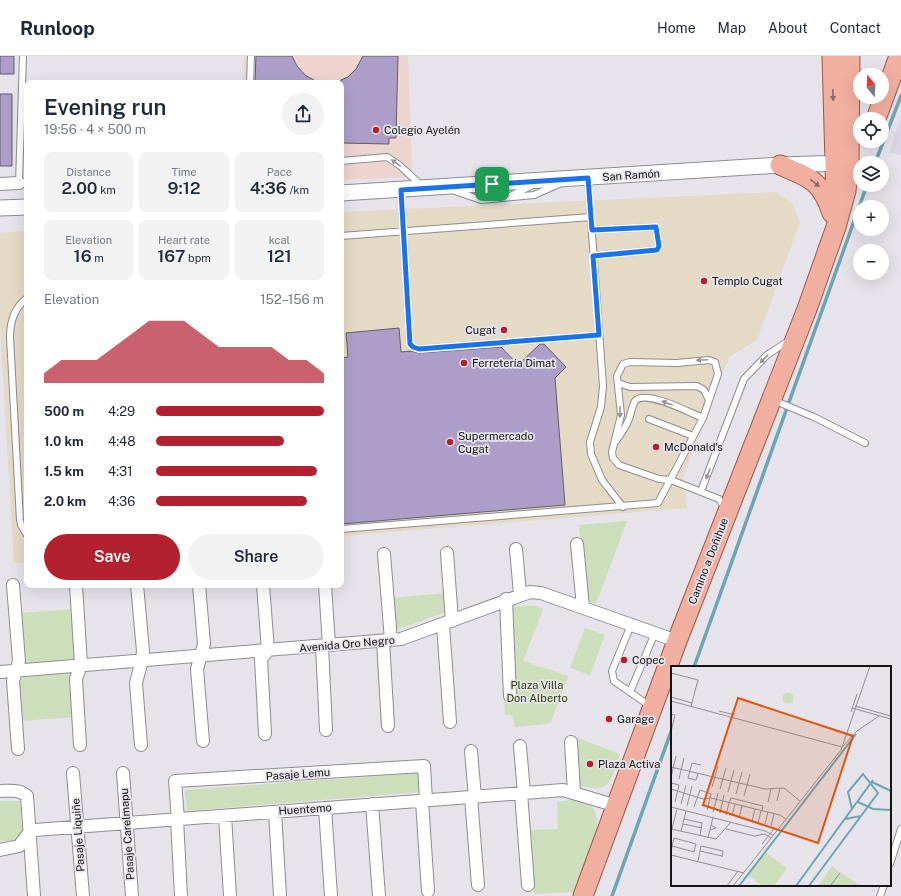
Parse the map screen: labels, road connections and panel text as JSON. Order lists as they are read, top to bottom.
{
  "streets": {
    "main road": ["Camino a Doñihue"],
    "street": [
      "San Ramón",
      "Avenida Oro Negro",
      "Pasaje Lemu",
      "Huentemo",
      "Pasaje Carelmapu",
      "Pasaje Liquiñe"
    ]
  },
  "crossings": [
    ["San Ramón", "Camino a Doñihue"],
    ["Camino a Doñihue", "Avenida Oro Negro"],
    ["Camino a Doñihue", "Huentemo"],
    ["Pasaje Lemu", "Huentemo"],
    ["Huentemo", "Pasaje Carelmapu"],
    ["Huentemo", "Pasaje Liquiñe"]
  ],
  "parks": ["Plaza Villa Don Alberto"],
  "places": [
    "Colegio Ayelén",
    "Templo Cugat",
    "Cugat",
    "Ferretería Dimat",
    "Supermercado Cugat",
    "McDonald's",
    "Copec",
    "Garage",
    "Plaza Activa"
  ],
  "north": "top",
  "page": {
    "header": "Runloop",
    "nav": [
      "Home",
      "Map",
      "About",
      "Contact"
    ],
    "map_buttons": ["+", "−"],
    "heading": ["Evening run", "19:56 · 4 × 500 m"],
    "stats": [
      ["Distance", "2.00 km"],
      ["Time", "9:12"],
      ["Pace", "4:36 /km"],
      ["Elevation", "16 m"],
      ["Heart rate", "167 bpm"],
      ["kcal", "121"]
    ],
    "chart": ["Elevation", "152–156 m"],
    "list": [
      {
        "name": "500 m",
        "note": "4:29"
      },
      {
        "name": "1.0 km",
        "note": "4:48"
      },
      {
        "name": "1.5 km",
        "note": "4:31"
      },
      {
        "name": "2.0 km",
        "note": "4:36"
      }
    ],
    "buttons": ["Save", "Share"]
  }
}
==*==
§ **Task brief**
Your copy should restate every record word for word and contain no pictures.

§ **Result**
Parse the map screen: labels, road connections and panel text as JSON. Order lists as they are read, top to bottom.
{
  "streets": {
    "main road": ["Camino a Doñihue"],
    "street": [
      "San Ramón",
      "Avenida Oro Negro",
      "Pasaje Lemu",
      "Huentemo",
      "Pasaje Carelmapu",
      "Pasaje Liquiñe"
    ]
  },
  "crossings": [
    ["San Ramón", "Camino a Doñihue"],
    ["Camino a Doñihue", "Avenida Oro Negro"],
    ["Camino a Doñihue", "Huentemo"],
    ["Pasaje Lemu", "Huentemo"],
    ["Huentemo", "Pasaje Carelmapu"],
    ["Huentemo", "Pasaje Liquiñe"]
  ],
  "parks": ["Plaza Villa Don Alberto"],
  "places": [
    "Colegio Ayelén",
    "Templo Cugat",
    "Cugat",
    "Ferretería Dimat",
    "Supermercado Cugat",
    "McDonald's",
    "Copec",
    "Garage",
    "Plaza Activa"
  ],
  "north": "top",
  "page": {
    "header": "Runloop",
    "nav": [
      "Home",
      "Map",
      "About",
      "Contact"
    ],
    "map_buttons": ["+", "−"],
    "heading": ["Evening run", "19:56 · 4 × 500 m"],
    "stats": [
      ["Distance", "2.00 km"],
      ["Time", "9:12"],
      ["Pace", "4:36 /km"],
      ["Elevation", "16 m"],
      ["Heart rate", "167 bpm"],
      ["kcal", "121"]
    ],
    "chart": ["Elevation", "152–156 m"],
    "list": [
      {
        "name": "500 m",
        "note": "4:29"
      },
      {
        "name": "1.0 km",
        "note": "4:48"
      },
      {
        "name": "1.5 km",
        "note": "4:31"
      },
      {
        "name": "2.0 km",
        "note": "4:36"
      }
    ],
    "buttons": ["Save", "Share"]
  }
}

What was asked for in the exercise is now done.